**WHAT YOU ARE ASKED TO DO**
Scan the data for "small" and copy the lines it appears in.

(Saved entries)

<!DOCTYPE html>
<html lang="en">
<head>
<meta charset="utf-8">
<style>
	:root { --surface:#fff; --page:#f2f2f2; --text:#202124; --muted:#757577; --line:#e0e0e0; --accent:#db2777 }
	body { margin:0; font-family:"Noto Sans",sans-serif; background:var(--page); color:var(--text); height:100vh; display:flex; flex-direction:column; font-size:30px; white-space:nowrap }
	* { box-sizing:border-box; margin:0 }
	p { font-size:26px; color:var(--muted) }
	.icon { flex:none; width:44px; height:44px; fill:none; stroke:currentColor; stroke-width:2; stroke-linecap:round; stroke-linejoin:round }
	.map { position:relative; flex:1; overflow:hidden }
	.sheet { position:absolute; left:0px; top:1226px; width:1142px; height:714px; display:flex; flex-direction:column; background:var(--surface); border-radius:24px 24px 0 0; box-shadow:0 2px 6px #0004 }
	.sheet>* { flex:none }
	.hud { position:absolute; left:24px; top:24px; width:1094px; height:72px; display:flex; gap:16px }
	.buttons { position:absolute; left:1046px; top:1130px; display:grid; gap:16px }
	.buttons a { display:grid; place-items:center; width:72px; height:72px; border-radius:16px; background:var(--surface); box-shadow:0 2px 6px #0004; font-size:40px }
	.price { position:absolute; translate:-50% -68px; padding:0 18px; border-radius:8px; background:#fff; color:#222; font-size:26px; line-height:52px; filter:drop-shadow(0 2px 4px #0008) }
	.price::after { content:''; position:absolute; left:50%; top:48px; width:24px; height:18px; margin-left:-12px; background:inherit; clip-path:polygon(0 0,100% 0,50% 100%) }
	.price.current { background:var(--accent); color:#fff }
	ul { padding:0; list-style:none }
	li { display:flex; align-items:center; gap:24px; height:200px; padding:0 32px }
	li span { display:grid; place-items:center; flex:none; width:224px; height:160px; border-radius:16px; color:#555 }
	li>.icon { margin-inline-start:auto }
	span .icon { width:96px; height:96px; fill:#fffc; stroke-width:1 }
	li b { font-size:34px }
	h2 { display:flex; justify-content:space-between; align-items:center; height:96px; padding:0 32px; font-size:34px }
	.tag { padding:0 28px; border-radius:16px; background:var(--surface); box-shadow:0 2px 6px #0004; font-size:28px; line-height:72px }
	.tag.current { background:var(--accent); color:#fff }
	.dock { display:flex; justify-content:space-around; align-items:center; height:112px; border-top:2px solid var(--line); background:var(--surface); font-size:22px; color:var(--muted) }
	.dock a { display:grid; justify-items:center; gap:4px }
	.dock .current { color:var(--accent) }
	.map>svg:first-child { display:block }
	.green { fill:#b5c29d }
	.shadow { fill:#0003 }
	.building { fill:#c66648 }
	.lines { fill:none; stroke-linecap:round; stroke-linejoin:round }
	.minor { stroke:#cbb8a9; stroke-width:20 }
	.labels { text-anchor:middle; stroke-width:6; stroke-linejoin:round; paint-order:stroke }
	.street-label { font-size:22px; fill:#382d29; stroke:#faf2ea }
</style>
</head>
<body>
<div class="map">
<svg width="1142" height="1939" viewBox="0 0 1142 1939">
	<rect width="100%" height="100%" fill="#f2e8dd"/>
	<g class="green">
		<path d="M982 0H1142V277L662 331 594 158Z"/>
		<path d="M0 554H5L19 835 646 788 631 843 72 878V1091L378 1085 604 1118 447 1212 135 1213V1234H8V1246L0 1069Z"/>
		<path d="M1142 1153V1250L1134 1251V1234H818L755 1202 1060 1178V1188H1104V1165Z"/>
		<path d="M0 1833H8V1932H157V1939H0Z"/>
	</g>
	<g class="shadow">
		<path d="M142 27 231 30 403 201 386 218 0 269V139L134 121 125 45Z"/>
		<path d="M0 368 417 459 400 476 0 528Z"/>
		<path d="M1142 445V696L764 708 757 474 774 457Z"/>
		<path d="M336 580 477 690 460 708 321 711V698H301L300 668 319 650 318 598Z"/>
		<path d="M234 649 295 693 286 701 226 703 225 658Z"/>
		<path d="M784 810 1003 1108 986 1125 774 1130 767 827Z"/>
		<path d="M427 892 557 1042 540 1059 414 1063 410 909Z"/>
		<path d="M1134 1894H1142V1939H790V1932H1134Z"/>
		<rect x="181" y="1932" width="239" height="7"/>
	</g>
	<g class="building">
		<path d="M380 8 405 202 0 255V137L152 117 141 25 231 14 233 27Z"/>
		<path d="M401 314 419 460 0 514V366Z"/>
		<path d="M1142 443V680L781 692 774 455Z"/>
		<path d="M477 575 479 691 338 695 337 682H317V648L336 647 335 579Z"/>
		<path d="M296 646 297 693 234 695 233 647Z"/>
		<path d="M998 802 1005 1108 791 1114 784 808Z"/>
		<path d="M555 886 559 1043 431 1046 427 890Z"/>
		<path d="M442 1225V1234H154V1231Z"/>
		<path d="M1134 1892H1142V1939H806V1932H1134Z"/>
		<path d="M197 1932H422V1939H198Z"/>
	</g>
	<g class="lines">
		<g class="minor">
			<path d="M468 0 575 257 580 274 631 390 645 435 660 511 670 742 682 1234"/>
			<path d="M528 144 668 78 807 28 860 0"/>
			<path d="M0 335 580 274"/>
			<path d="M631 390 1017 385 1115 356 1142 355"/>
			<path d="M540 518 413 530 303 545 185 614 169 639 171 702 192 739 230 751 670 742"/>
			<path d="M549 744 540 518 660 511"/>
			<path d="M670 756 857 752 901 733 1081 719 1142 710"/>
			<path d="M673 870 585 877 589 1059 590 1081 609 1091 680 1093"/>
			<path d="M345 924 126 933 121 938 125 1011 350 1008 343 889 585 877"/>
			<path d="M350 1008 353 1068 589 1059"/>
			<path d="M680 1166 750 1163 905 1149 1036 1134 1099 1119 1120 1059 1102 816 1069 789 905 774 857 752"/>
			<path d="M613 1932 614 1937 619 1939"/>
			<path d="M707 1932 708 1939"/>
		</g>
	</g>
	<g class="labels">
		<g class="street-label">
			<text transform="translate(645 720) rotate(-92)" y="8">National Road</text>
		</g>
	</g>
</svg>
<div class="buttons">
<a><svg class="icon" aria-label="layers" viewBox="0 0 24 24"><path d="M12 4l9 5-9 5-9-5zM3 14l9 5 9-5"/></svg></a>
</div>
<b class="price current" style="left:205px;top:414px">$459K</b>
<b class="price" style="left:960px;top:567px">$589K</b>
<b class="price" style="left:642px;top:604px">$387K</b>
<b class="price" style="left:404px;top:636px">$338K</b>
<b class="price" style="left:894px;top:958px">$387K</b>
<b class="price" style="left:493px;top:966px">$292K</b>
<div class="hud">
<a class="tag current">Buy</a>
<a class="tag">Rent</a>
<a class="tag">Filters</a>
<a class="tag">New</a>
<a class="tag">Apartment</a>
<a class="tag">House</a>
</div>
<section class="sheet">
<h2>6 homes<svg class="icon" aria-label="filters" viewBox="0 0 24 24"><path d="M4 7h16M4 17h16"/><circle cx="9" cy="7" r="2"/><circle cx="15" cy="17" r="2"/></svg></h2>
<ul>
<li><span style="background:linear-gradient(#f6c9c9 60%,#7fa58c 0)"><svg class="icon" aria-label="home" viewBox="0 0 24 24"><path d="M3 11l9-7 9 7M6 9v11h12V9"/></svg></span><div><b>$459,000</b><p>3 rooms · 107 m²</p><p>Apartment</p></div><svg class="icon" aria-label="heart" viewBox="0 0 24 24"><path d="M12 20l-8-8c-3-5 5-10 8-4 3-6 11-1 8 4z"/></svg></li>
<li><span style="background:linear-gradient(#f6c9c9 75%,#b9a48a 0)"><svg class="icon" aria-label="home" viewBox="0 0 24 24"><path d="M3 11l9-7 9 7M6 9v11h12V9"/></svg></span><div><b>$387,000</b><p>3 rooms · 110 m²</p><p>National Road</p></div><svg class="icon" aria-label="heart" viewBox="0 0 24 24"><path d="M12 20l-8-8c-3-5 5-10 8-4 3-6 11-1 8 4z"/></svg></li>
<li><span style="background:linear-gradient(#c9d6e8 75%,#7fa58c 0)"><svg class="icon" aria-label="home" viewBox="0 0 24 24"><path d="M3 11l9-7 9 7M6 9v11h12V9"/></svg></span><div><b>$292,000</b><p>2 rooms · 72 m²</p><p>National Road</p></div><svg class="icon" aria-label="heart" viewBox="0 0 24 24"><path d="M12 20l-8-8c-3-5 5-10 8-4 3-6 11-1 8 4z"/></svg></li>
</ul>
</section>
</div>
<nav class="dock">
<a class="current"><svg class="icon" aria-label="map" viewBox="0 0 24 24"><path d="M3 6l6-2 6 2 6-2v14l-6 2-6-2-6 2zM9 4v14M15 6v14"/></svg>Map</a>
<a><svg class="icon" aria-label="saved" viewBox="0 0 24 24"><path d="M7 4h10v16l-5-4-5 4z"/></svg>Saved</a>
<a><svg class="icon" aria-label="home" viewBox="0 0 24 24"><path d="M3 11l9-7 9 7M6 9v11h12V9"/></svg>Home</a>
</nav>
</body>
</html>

--

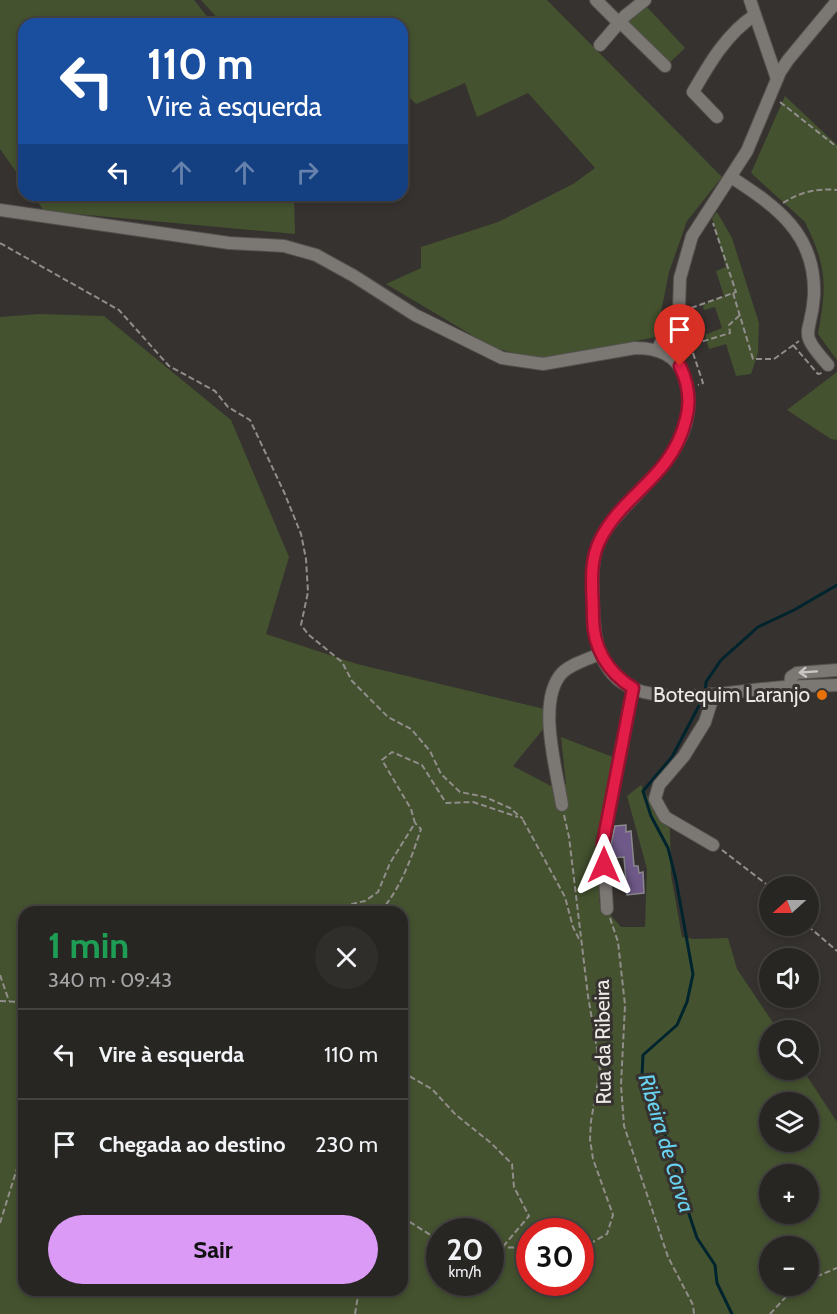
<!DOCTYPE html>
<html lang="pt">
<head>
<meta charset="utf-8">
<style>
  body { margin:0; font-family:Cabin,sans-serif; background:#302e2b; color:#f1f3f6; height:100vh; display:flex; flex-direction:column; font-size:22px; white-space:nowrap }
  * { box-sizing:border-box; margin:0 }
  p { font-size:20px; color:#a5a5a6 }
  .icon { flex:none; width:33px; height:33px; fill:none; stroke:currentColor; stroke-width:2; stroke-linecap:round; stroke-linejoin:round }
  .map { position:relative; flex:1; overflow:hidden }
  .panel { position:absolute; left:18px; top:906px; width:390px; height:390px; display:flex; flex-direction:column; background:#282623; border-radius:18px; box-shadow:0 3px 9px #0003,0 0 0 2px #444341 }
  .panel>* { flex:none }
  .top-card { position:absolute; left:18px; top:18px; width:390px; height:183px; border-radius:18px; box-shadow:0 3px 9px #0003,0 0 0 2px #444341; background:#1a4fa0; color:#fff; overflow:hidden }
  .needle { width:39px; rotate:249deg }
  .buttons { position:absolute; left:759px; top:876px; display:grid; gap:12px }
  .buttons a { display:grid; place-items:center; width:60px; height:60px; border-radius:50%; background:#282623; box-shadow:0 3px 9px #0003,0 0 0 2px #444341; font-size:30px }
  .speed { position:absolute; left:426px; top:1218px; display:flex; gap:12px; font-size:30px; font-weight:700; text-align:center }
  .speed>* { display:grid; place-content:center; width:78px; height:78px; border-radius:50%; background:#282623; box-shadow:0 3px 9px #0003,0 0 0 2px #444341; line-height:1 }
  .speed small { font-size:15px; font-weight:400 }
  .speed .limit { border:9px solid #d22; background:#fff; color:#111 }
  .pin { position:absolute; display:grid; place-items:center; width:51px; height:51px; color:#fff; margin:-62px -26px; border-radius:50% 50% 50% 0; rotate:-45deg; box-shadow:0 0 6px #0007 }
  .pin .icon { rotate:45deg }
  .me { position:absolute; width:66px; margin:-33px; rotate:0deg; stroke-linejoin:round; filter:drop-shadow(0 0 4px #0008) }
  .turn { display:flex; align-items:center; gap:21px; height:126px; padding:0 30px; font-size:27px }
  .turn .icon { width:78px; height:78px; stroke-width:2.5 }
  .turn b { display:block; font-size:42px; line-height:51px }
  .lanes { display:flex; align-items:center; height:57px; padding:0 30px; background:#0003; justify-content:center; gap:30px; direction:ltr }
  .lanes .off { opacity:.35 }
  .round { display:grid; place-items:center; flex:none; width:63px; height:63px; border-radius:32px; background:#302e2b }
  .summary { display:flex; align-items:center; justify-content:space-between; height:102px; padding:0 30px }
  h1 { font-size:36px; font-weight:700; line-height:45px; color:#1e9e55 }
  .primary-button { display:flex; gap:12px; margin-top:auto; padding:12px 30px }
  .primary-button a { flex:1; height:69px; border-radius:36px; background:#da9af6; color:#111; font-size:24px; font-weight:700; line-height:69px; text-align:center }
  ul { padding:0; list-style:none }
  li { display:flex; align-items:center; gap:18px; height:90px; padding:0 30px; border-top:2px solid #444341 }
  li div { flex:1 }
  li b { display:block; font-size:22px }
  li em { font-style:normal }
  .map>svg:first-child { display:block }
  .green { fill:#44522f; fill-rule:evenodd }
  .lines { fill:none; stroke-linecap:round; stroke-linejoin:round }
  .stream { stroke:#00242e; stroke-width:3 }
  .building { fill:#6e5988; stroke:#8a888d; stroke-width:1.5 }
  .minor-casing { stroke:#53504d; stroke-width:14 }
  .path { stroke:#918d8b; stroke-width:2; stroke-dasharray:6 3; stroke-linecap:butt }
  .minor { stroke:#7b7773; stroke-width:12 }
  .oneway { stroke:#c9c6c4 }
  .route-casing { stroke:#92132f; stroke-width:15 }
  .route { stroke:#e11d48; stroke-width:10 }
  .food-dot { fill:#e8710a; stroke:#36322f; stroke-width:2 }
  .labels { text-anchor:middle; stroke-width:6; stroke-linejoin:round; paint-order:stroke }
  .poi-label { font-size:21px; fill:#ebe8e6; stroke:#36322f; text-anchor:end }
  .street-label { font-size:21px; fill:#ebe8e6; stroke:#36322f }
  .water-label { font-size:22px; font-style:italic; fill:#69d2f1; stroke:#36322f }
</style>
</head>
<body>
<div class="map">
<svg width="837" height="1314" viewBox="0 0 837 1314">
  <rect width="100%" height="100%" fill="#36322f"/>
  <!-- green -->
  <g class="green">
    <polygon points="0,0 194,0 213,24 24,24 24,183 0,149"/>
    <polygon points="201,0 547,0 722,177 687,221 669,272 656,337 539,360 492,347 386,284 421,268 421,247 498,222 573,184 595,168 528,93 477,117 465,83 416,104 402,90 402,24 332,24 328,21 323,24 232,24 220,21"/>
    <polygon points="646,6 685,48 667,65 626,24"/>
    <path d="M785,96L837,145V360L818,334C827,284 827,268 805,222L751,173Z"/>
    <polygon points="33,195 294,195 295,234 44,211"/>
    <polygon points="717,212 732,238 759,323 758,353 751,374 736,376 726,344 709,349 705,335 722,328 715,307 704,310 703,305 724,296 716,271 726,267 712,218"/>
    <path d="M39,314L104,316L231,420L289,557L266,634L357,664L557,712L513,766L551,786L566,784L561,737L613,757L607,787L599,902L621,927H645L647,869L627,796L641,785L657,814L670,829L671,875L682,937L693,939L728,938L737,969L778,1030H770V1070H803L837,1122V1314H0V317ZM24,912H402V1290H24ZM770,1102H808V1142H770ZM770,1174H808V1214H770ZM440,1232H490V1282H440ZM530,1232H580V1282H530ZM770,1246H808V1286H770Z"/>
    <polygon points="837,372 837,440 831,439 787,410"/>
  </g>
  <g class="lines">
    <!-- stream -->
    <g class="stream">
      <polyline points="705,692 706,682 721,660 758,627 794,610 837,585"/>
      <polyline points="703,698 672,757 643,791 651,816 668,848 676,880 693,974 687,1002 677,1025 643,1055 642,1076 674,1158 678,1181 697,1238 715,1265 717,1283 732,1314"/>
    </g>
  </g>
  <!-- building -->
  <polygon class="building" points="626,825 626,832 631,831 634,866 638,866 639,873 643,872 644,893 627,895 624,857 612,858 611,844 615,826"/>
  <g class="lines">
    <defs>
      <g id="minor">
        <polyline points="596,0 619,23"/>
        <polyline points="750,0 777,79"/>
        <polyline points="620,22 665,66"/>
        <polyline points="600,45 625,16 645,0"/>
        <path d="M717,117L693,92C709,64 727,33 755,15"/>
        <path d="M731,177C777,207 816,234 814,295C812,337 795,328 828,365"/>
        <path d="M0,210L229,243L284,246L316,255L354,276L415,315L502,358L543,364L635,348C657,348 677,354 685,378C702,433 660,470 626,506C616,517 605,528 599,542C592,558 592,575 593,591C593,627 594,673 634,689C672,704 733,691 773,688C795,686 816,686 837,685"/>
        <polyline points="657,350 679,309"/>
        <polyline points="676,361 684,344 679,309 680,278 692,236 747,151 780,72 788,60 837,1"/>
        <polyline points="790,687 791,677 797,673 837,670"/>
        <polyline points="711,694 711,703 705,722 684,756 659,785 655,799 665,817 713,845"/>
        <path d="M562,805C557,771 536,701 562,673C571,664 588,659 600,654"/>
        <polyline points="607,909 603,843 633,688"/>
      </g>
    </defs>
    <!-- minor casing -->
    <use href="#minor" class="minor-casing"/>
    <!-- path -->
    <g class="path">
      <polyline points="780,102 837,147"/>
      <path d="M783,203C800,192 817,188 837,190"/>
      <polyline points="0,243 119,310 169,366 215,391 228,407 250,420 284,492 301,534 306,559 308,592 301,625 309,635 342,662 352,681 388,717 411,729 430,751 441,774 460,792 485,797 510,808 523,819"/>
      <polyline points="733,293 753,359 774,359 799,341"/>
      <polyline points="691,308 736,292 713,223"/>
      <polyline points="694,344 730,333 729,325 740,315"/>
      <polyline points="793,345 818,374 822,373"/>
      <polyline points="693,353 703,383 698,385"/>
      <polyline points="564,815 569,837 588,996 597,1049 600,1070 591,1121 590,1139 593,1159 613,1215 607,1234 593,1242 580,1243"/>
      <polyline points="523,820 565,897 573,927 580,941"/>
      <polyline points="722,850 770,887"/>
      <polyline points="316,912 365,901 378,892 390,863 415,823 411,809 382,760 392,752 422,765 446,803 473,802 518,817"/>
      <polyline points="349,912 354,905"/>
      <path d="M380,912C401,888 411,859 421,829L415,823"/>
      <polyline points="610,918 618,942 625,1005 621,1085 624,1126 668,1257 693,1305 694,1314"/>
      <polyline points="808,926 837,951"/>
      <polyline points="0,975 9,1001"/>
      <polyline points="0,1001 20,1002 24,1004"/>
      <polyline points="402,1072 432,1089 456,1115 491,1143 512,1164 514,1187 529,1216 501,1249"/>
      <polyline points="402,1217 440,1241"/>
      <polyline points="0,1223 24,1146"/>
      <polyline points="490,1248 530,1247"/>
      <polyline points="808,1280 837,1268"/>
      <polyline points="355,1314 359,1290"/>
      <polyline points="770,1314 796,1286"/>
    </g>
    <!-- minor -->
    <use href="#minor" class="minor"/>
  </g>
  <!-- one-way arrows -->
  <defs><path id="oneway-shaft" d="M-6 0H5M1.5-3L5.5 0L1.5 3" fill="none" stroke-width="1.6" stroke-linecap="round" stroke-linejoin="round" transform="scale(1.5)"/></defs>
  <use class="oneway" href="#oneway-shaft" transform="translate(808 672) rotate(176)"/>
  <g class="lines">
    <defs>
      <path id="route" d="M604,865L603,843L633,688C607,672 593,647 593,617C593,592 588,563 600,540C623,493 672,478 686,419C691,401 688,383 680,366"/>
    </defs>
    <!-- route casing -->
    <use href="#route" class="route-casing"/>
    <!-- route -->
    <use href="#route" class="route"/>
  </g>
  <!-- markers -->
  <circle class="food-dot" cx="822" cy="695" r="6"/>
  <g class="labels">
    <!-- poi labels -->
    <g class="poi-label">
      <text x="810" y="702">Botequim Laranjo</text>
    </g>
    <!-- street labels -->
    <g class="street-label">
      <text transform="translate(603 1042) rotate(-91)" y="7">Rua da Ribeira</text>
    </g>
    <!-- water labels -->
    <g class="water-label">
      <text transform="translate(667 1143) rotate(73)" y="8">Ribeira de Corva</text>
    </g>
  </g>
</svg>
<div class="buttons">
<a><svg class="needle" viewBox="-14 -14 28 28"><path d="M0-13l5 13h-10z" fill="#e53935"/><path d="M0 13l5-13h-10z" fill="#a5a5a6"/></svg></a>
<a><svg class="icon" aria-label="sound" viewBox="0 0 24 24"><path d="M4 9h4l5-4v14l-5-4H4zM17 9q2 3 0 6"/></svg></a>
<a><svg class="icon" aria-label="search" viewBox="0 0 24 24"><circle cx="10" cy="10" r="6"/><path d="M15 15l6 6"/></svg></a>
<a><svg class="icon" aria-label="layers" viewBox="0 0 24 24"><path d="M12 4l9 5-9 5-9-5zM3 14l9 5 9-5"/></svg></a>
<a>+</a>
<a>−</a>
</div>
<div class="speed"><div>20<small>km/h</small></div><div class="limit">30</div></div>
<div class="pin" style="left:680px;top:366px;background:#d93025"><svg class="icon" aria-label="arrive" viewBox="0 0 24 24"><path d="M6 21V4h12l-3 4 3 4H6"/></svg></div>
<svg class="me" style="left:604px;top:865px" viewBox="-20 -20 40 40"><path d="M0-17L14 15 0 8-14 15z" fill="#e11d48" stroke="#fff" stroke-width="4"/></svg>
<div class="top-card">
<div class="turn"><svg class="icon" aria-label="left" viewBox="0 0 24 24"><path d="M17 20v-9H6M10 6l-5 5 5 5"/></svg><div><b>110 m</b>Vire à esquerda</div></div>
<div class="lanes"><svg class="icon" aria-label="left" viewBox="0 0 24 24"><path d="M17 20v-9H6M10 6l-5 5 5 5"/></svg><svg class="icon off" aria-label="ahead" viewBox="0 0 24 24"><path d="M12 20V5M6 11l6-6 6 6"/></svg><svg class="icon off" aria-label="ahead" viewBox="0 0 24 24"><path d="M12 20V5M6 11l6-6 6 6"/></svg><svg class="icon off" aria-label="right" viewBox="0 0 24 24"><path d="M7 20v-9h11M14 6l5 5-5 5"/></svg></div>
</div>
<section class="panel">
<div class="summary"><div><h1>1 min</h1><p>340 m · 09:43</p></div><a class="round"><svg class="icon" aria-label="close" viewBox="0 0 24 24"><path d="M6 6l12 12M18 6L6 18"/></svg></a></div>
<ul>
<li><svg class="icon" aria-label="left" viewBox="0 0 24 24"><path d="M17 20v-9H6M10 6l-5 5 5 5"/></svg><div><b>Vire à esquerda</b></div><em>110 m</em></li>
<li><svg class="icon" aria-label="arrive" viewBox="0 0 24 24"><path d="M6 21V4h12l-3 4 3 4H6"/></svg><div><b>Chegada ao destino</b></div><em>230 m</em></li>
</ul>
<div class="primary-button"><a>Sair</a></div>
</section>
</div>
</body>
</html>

**EXERCISE SOLUTION**
  .speed small { font-size:15px; font-weight:400 }
<div class="speed"><div>20<small>km/h</small></div><div class="limit">30</div></div>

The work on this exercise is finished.